Exercise objective>
Please look for the string "evenodd" below and report every line in which it occurs.
Start of Block
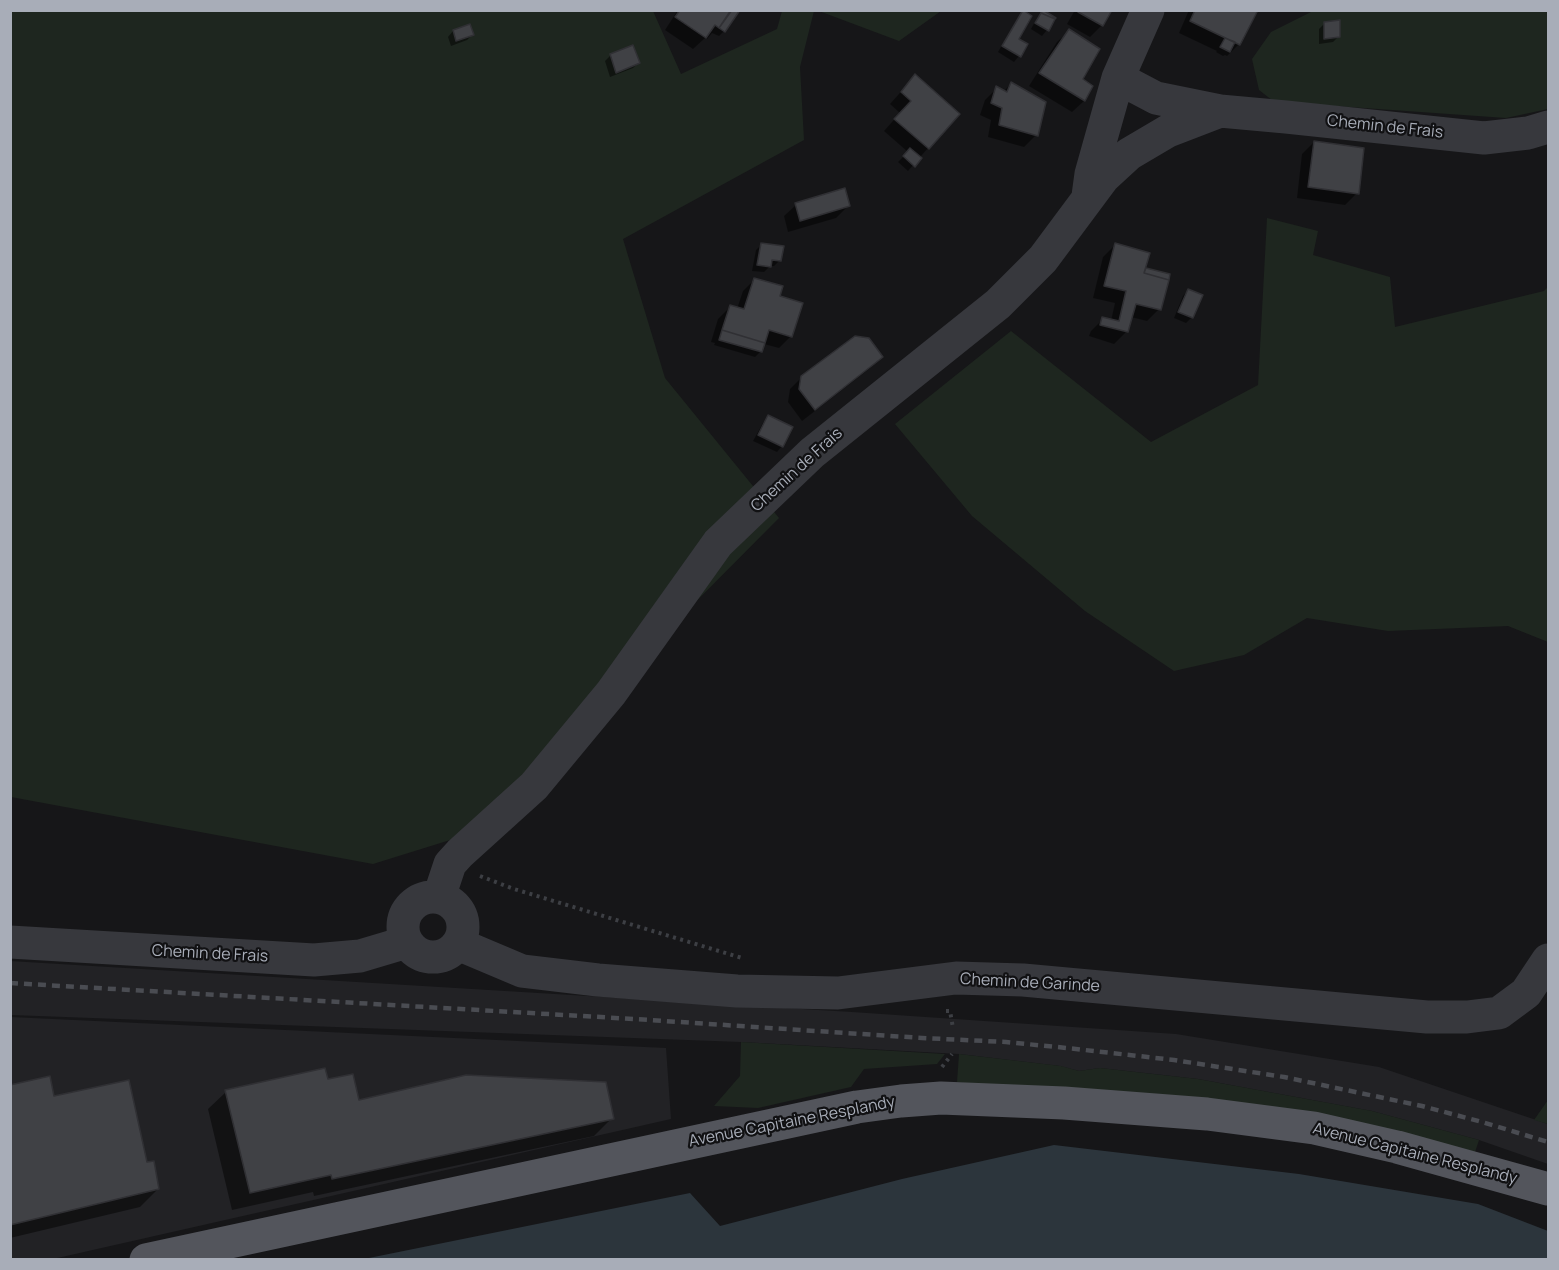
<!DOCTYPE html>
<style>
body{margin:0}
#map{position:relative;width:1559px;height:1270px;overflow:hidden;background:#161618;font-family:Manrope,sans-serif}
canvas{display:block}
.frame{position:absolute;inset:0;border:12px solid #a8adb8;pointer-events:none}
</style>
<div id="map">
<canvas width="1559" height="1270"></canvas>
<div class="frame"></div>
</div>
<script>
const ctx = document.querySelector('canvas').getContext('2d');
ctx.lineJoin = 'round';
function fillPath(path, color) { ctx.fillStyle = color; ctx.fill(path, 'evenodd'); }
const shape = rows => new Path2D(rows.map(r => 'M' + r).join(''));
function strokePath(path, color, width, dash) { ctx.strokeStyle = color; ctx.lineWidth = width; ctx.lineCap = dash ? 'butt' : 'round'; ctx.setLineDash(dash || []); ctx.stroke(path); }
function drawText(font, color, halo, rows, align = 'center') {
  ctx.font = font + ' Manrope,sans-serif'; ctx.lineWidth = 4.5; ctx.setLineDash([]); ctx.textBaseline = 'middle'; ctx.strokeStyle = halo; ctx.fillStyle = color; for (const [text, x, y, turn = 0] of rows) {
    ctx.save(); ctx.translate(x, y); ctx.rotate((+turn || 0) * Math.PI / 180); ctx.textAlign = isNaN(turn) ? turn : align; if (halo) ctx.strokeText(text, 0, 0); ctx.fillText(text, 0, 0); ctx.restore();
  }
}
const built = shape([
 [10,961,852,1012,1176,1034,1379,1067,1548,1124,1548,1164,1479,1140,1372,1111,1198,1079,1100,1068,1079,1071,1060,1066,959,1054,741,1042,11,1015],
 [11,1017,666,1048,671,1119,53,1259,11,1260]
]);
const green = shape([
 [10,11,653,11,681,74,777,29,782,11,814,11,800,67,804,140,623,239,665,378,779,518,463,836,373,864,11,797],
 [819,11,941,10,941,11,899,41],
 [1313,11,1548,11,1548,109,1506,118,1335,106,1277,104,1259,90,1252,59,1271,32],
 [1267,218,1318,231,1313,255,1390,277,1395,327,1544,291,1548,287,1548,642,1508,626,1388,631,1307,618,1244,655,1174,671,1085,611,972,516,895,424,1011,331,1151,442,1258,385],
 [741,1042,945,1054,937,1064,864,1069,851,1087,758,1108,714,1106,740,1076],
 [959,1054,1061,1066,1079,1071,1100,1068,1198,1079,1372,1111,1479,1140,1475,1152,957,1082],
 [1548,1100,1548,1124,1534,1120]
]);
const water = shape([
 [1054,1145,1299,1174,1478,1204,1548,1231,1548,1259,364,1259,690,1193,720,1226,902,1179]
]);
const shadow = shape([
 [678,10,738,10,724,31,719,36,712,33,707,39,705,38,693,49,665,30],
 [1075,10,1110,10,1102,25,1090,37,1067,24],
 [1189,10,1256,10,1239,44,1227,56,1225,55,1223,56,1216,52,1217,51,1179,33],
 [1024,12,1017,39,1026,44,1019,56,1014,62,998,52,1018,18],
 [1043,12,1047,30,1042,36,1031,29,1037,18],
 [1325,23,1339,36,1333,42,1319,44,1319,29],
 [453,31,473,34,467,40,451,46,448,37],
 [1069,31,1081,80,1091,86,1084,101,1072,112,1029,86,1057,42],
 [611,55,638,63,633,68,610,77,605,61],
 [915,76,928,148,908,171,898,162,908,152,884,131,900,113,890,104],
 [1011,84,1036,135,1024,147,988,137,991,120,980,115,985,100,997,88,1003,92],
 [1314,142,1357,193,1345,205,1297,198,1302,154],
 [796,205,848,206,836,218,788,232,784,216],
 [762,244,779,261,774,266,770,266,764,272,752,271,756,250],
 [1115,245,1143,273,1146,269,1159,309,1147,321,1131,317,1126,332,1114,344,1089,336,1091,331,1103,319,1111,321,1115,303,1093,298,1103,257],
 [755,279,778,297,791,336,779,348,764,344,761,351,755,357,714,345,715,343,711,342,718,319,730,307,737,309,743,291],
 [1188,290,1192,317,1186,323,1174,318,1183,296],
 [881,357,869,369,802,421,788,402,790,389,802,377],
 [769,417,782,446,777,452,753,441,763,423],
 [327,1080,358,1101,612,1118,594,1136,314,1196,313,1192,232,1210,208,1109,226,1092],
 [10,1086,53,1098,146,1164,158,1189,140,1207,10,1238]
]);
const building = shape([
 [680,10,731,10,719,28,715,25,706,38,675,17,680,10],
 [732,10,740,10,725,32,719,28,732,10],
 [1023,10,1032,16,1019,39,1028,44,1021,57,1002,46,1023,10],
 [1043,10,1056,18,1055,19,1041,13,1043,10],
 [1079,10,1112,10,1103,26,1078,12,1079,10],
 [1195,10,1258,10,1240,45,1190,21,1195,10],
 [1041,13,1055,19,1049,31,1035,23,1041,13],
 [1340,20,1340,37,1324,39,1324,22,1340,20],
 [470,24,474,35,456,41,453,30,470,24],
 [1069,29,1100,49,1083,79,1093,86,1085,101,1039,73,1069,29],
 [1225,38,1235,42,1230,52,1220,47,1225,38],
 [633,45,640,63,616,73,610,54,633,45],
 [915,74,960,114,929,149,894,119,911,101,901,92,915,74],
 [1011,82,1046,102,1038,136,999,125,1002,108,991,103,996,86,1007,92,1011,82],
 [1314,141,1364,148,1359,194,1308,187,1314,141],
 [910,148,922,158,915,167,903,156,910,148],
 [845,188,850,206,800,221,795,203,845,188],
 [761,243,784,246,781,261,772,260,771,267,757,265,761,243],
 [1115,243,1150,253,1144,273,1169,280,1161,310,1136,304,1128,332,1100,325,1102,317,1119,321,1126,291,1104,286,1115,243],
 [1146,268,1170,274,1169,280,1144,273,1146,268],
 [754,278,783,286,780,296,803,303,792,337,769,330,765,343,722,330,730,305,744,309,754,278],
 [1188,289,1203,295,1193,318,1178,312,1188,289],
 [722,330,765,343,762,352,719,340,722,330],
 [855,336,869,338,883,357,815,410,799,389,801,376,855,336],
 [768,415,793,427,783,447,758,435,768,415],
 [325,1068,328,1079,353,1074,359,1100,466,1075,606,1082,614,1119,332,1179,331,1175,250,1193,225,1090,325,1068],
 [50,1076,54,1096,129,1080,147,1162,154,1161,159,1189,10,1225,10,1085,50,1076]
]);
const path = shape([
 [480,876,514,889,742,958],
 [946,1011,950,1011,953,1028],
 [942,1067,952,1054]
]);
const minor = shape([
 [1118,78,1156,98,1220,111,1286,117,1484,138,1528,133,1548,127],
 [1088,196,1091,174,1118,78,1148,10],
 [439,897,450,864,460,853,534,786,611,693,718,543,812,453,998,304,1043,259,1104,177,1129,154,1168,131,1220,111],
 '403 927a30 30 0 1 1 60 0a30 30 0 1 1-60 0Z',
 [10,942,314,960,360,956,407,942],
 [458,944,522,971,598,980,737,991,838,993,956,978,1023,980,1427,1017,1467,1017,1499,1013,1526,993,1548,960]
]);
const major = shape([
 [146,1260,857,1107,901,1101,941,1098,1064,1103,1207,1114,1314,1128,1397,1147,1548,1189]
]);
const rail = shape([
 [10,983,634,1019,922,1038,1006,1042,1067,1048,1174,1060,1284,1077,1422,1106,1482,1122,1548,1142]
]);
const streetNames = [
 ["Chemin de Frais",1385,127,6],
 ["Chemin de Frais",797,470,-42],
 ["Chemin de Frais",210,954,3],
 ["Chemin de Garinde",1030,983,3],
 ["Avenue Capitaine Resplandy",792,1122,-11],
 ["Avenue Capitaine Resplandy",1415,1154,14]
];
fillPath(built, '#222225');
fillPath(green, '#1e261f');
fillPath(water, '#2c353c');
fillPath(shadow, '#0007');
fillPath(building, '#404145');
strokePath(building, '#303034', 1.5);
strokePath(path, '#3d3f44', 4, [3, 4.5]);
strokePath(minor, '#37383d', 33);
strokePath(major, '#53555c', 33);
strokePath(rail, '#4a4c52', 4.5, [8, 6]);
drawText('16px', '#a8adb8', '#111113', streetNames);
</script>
End of Block
Start of Block
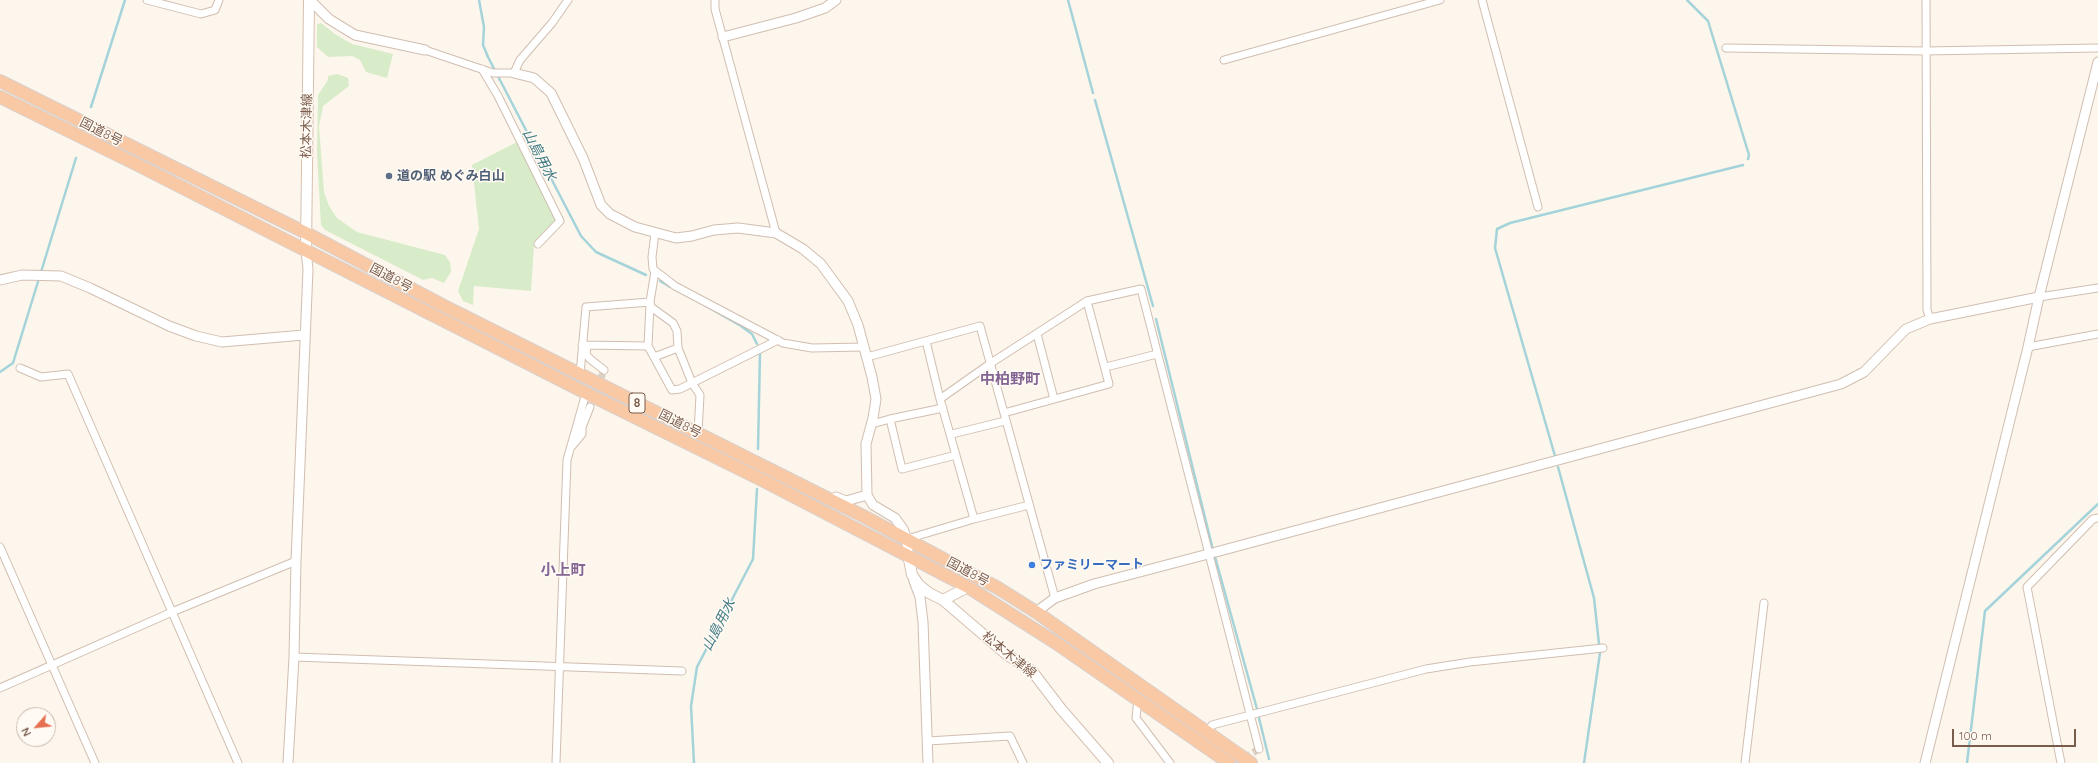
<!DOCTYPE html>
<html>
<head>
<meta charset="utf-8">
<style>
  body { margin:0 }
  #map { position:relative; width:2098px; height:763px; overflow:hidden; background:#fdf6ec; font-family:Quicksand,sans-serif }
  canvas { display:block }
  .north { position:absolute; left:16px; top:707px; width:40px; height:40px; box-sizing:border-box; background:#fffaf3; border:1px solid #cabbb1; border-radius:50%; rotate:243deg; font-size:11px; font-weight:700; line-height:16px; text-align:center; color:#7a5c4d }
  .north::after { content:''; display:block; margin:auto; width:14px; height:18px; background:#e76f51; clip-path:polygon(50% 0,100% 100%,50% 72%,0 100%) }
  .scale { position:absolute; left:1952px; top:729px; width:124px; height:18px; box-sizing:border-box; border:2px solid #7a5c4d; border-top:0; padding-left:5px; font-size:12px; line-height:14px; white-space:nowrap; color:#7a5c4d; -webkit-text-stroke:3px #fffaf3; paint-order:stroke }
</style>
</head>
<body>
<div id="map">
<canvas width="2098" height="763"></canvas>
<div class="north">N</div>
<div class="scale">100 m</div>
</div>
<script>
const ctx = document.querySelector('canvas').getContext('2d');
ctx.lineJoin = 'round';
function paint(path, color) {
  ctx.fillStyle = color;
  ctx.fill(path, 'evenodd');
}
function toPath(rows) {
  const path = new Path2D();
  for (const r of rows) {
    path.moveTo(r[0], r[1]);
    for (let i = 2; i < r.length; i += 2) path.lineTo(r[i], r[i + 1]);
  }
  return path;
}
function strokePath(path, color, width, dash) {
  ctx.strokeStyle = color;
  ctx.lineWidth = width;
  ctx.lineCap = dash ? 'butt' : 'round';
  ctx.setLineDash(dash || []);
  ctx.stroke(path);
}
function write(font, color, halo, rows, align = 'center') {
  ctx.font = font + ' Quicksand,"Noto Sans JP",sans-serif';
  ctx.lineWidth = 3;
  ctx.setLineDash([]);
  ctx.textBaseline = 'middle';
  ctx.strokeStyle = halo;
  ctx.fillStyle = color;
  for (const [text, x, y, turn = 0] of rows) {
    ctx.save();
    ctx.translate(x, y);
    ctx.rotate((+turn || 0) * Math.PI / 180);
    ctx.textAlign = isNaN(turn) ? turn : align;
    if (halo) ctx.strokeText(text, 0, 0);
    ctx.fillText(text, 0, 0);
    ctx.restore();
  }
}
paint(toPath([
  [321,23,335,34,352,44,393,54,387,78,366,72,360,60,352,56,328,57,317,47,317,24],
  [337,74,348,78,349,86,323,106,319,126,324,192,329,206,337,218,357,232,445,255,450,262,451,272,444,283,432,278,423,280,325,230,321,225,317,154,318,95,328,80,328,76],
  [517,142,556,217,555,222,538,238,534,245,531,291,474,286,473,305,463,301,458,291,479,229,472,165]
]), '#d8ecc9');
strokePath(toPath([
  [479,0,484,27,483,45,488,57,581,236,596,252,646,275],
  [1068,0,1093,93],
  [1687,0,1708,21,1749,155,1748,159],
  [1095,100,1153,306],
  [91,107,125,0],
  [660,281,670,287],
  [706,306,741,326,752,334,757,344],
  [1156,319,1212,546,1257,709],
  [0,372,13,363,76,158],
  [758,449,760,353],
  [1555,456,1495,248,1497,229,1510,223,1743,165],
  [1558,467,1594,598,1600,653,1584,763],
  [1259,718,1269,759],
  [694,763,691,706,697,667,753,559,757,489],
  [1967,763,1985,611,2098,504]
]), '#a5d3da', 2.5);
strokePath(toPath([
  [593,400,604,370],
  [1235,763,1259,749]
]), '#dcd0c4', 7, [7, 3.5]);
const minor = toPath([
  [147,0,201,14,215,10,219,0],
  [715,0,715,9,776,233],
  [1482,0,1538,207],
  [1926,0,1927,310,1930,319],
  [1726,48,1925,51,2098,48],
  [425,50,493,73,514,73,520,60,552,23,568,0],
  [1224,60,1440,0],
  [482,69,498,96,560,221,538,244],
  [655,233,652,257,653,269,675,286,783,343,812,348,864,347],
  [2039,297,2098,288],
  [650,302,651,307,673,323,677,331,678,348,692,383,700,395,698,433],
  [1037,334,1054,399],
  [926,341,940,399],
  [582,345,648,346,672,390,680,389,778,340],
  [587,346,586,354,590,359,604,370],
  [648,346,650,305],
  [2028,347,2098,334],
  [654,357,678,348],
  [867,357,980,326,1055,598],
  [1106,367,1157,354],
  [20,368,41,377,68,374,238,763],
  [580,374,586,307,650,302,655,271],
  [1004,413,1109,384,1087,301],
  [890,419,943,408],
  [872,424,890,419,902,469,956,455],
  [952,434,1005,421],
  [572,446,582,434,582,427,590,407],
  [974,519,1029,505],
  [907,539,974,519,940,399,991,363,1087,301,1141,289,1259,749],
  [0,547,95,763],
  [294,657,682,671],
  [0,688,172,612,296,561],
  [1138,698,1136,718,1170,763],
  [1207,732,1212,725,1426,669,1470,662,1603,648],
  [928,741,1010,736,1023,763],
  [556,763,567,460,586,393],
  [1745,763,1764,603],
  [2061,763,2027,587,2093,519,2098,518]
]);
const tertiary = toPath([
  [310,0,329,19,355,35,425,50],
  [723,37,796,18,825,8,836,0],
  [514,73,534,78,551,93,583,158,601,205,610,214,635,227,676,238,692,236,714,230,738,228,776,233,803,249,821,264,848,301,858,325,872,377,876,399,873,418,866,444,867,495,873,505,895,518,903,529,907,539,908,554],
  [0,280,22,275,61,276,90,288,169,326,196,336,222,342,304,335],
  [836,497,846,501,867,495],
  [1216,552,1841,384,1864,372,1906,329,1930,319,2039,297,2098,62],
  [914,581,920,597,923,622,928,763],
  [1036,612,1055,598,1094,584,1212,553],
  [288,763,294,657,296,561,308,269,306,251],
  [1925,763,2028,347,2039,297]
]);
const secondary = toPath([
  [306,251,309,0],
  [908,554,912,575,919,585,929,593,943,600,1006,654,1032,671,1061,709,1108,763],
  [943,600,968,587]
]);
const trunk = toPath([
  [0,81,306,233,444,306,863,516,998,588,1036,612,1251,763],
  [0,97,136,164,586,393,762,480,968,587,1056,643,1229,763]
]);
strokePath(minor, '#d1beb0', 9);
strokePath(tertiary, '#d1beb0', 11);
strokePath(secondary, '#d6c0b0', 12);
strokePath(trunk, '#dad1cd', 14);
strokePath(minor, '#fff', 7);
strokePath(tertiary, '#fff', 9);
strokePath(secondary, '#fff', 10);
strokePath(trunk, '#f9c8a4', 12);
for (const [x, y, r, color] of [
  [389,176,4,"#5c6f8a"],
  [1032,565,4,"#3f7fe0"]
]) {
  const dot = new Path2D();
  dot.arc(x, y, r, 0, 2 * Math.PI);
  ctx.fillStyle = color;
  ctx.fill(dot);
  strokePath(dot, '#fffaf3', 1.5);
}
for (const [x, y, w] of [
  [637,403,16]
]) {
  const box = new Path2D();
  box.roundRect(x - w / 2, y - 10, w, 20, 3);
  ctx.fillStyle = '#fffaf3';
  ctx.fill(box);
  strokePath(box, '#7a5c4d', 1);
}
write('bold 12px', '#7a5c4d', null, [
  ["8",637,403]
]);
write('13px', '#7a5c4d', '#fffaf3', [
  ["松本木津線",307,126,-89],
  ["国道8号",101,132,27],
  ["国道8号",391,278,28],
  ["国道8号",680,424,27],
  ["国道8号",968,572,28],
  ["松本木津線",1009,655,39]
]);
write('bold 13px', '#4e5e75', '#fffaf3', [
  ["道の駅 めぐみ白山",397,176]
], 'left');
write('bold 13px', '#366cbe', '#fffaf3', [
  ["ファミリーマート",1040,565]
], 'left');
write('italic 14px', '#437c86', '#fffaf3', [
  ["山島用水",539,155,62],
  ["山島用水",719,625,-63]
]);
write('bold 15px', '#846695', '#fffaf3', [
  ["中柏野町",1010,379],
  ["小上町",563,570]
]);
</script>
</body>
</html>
End of Block
Task result>
function fillPath(path, color) { ctx.fillStyle = color; ctx.fill(path, 'evenodd'); }
  ctx.fill(path, 'evenodd');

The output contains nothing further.